## What you are asked to do
For each line below, check whether "from" is present. Report how many lines have it, nothing else.

## Record extracts

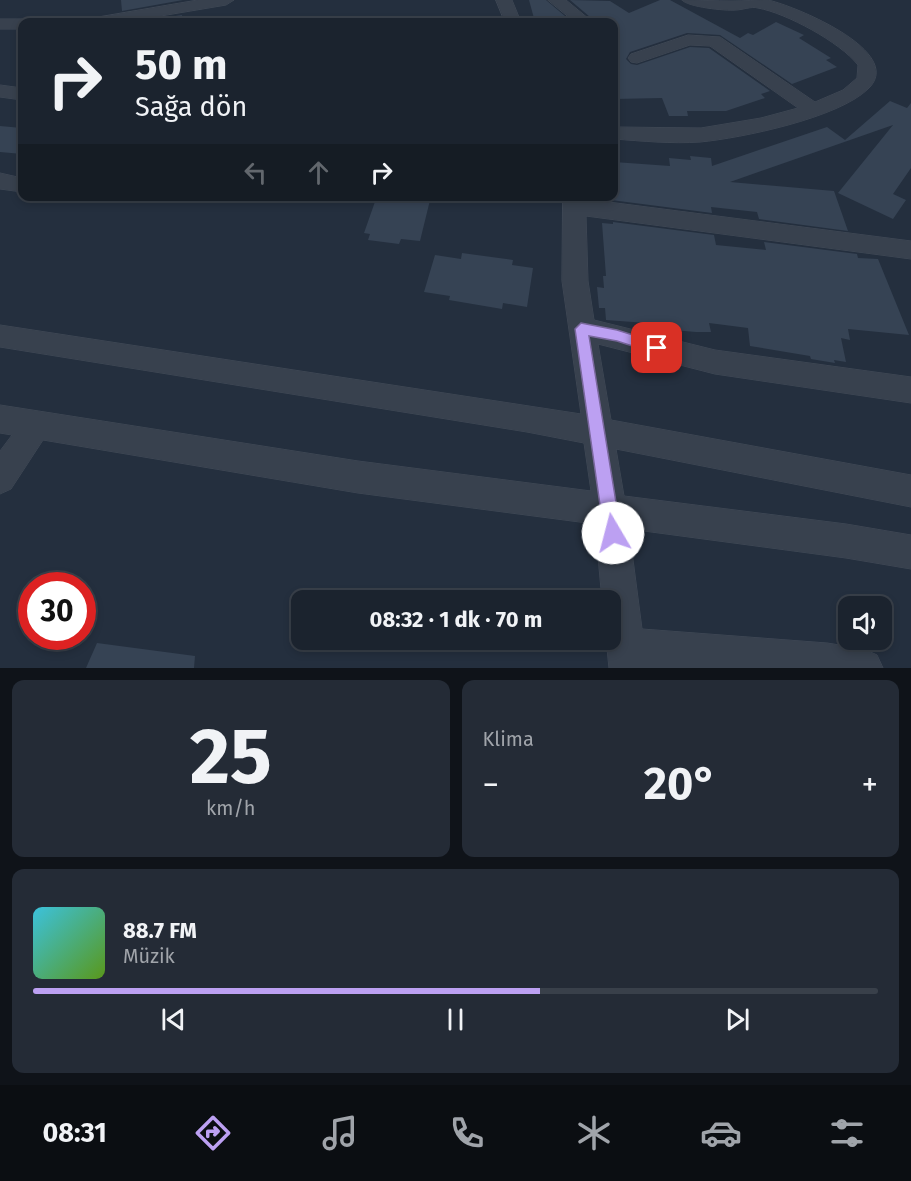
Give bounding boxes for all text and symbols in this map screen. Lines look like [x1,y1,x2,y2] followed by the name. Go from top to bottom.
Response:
[135,40,228,90] text: 50 m
[36,42,114,120] icon: right
[135,91,247,123] text: Sağa dön
[239,156,272,189] icon: left
[302,156,335,189] icon: ahead
[365,156,398,189] icon: right
[631,322,682,373] pin
[640,331,673,364] icon: arrive
[581,501,645,565] position arrow
[18,572,96,650] speed limit sign: 30
[838,596,892,650] map controls
[838,596,892,650] button: sound
[370,606,542,633] text: 08:32 · 1 dk · 70 m
[190,710,272,804] text: 25
[483,727,534,751] text: Klima
[644,757,717,811] text: 20°
[483,765,499,805] text: −
[862,765,878,805] text: +
[206,796,256,820] text: km/h
[123,917,197,944] text: 88.7 FM
[123,944,175,968] text: Müzik
[157,1003,190,1036] icon: previous
[439,1003,472,1036] icon: pause
[721,1003,754,1036] icon: next
[192,1112,234,1154] icon: directions
[319,1112,361,1154] icon: music
[446,1112,488,1154] icon: phone
[573,1112,615,1154] icon: climate
[700,1112,742,1154] icon: car
[826,1112,868,1154] icon: filters
[42,1117,107,1149] text: 08:31

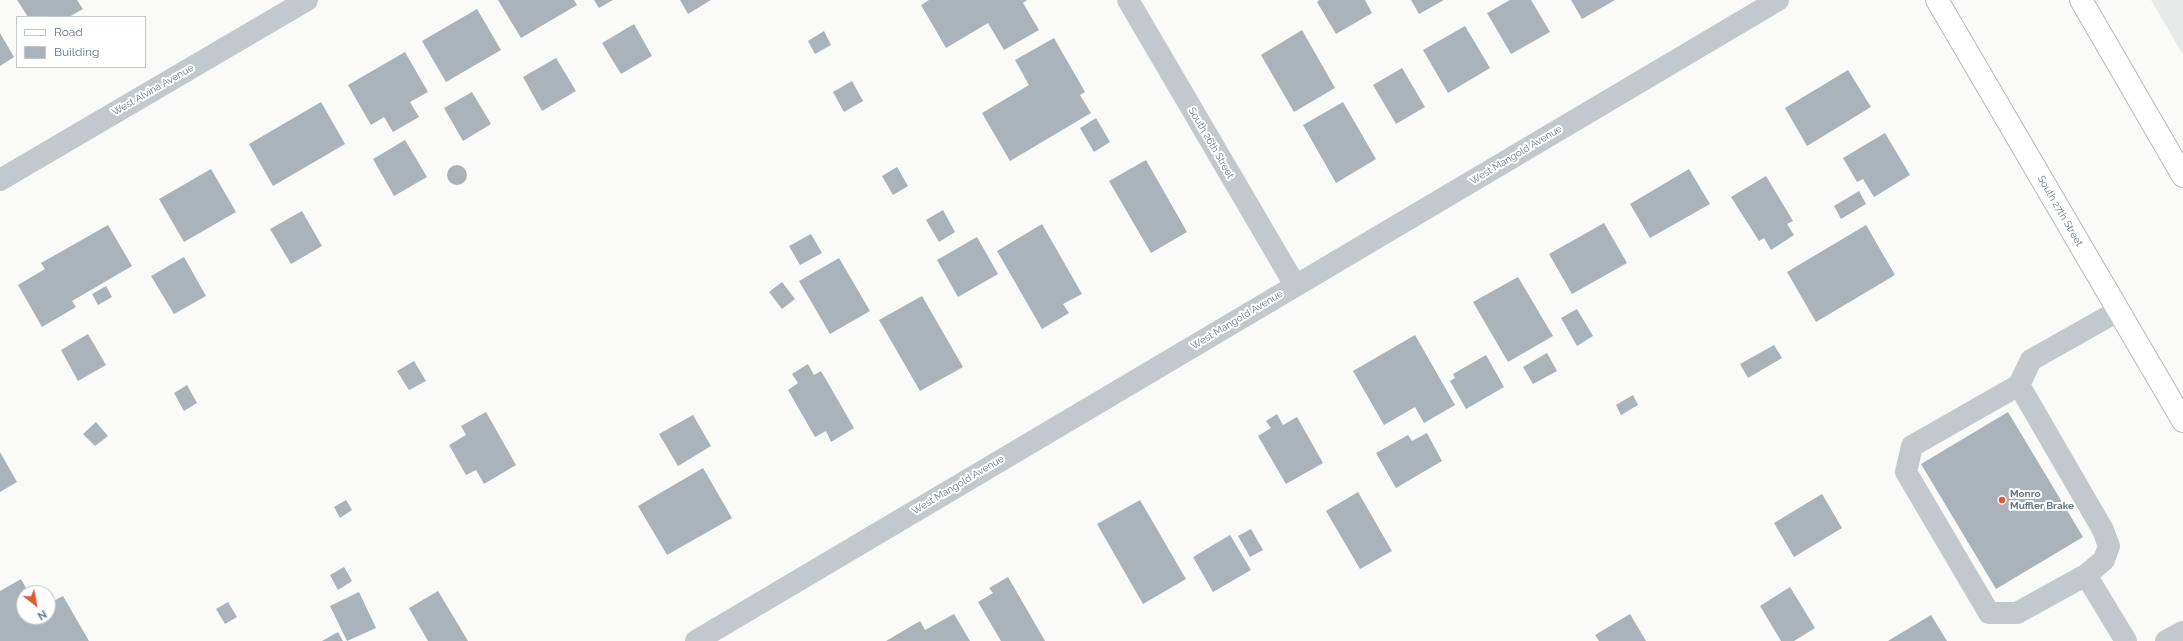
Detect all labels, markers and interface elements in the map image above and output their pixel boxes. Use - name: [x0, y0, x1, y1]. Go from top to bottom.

## Output for this exercise
2